19. The computer-implemented method of claim 1, wherein the vector index and the graph structure are distributed across a plurality of storage nodes, distribution comprising:

implementing one or more partitioning strategies that co-locate content segments and corresponding structured relationships within individual storage nodes;

replicating the vector index and the graph structure across a subset of the plurality of storage nodes to provide fault tolerance;

distributing queries associated with the vector index and the graph structure across the plurality of storage nodes based on one or more load balancing policies; and

synchronizing updates to the vector index and the graph structure across the plurality of storage nodes based on one or more consistency protocols.

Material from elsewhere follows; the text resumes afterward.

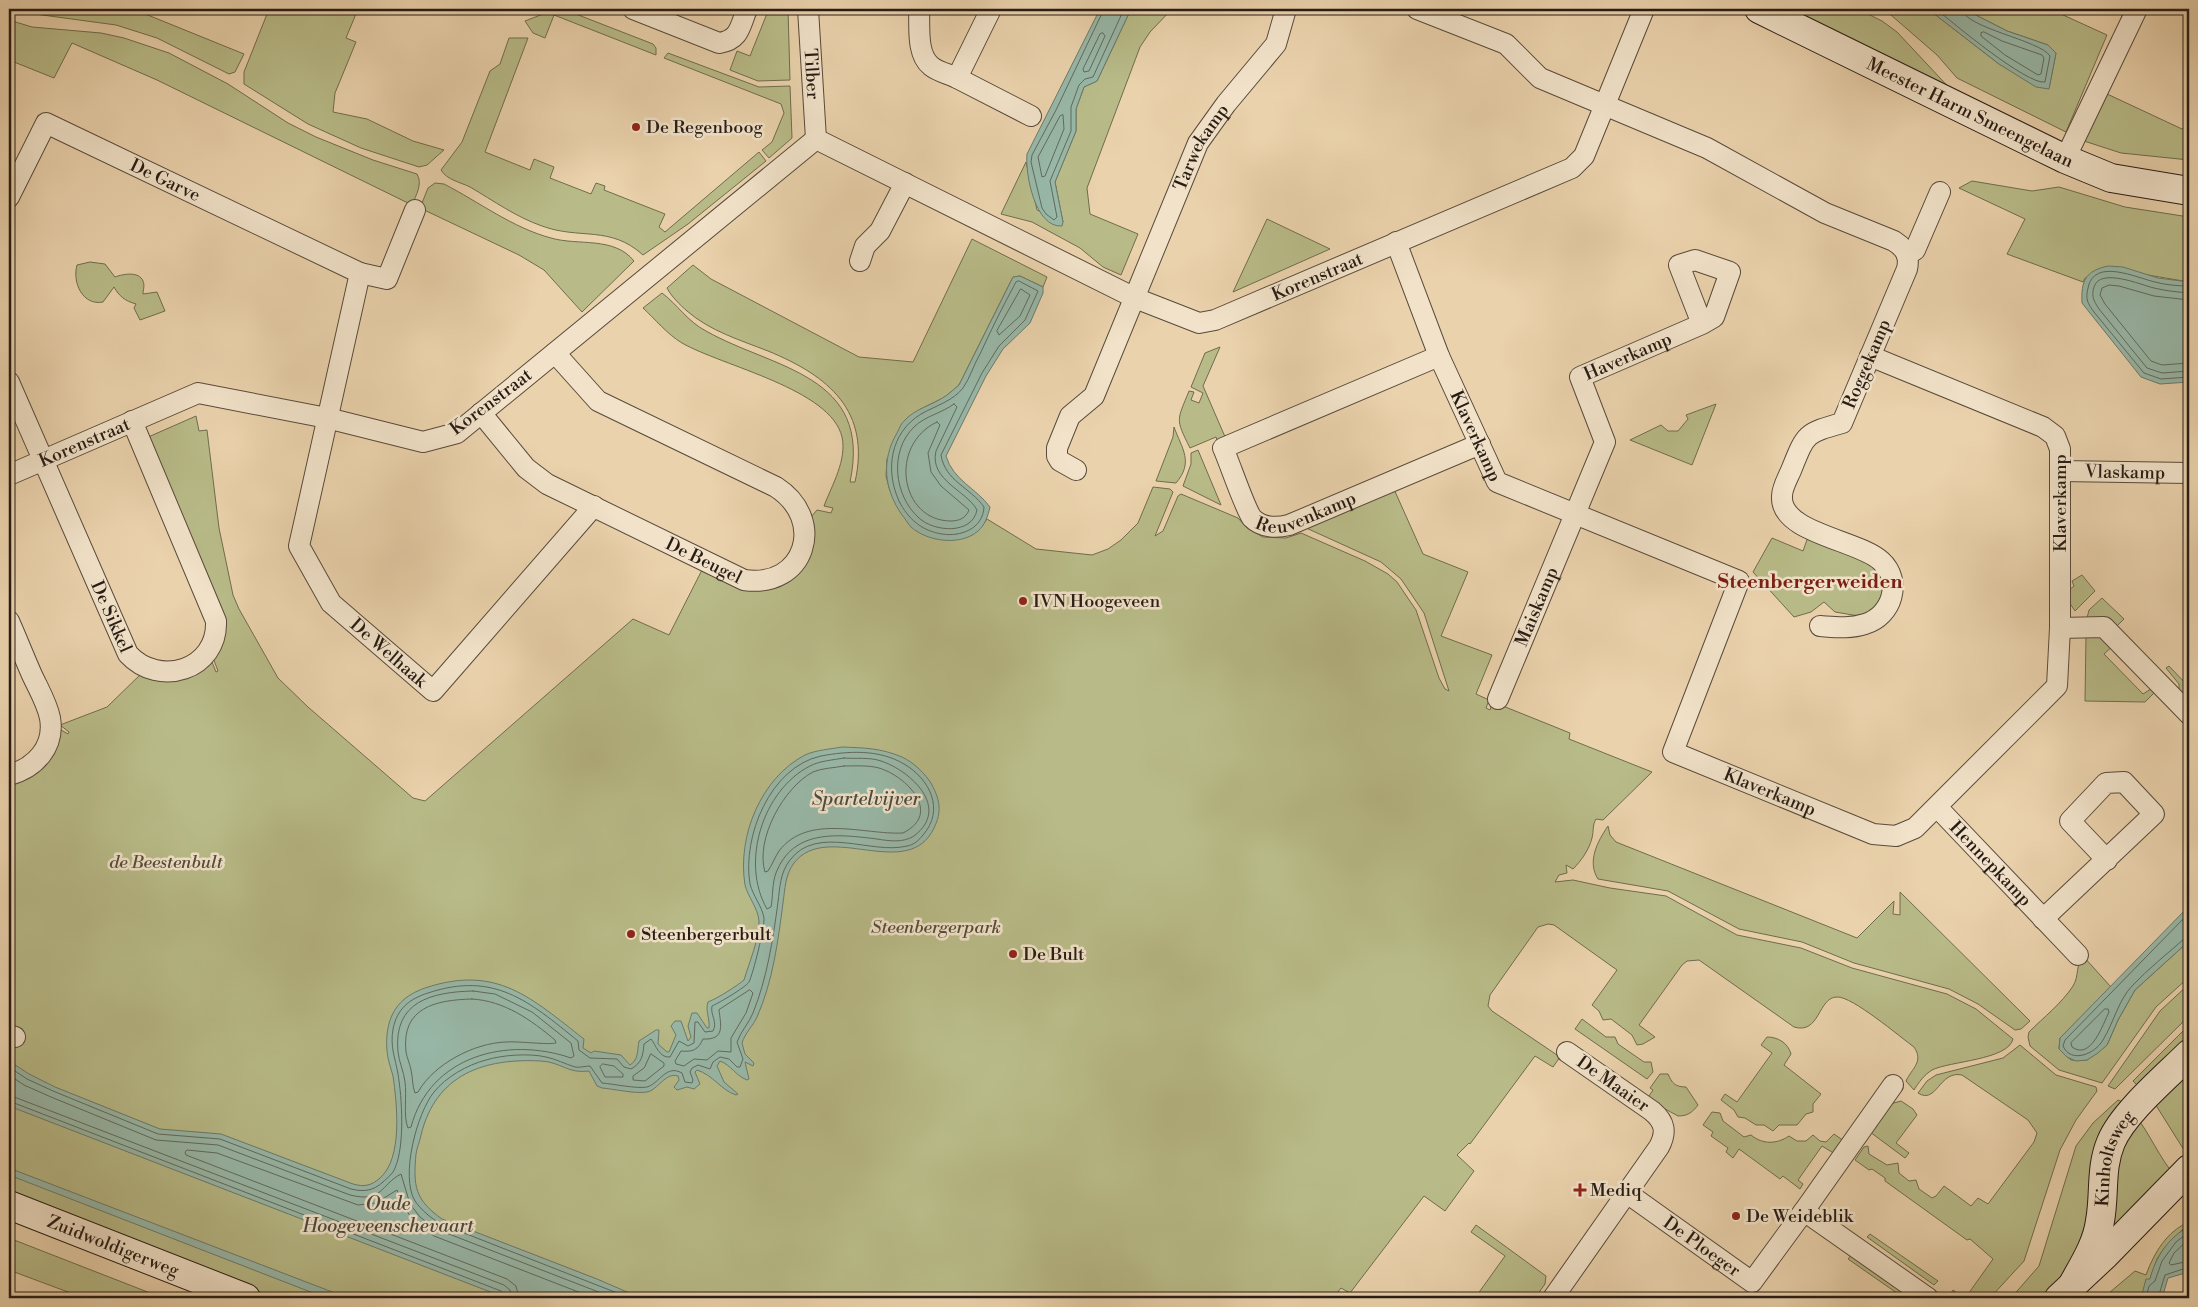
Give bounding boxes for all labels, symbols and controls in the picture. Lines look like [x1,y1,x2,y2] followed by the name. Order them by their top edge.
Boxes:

20. A computer system for augmenting semantic search with structured knowledge constraints, comprising:

one or more processors; and

a non-transitory computer-readable medium storing instructions that, when executed by the one or more processors, cause the computer system to:

receive a plurality of content segments, individual content segments representing at least one source document;

process the plurality of content segments through a dual-indexing pipeline to generate a vector embedding for each content segment;

extract structured relationships between the plurality of content segments;

maintain parallel data structures, based on generated vector embeddings and extracted structured relationships, the parallel data structures comprising a vector index that stores the generated vector embeddings for similarity-based retrieval and a graph structure that stores the extracted structured relationships as traversable connections used to impose the structured knowledge constraints on semantic retrieval;

receive a query to augment the semantic search;

initiate a first retrieval path to search the vector index to identify semantically similar segments;

initiate a second retrieval path to traverse the graph structure to identify contextually connected segments, wherein the first retrieval path and the second retrieval path are parallel retrieval paths;

execute a constraint resolution process comprising:

cross-reference the semantically similar segments identified by the first retrieval path against the contextually connected segments identified by the second retrieval path;

adjust relevance scores for the semantically similar segments based at least in part on presence or absence of corresponding graph connections; and

generate a unified ranking that prioritizes content segments validated by both the first retrieval path and the second retrieval path;

wherein the constraint resolution process filters the semantically similar segments identified by the first retrieval path through the graph structure to apply the structured knowledge constraints.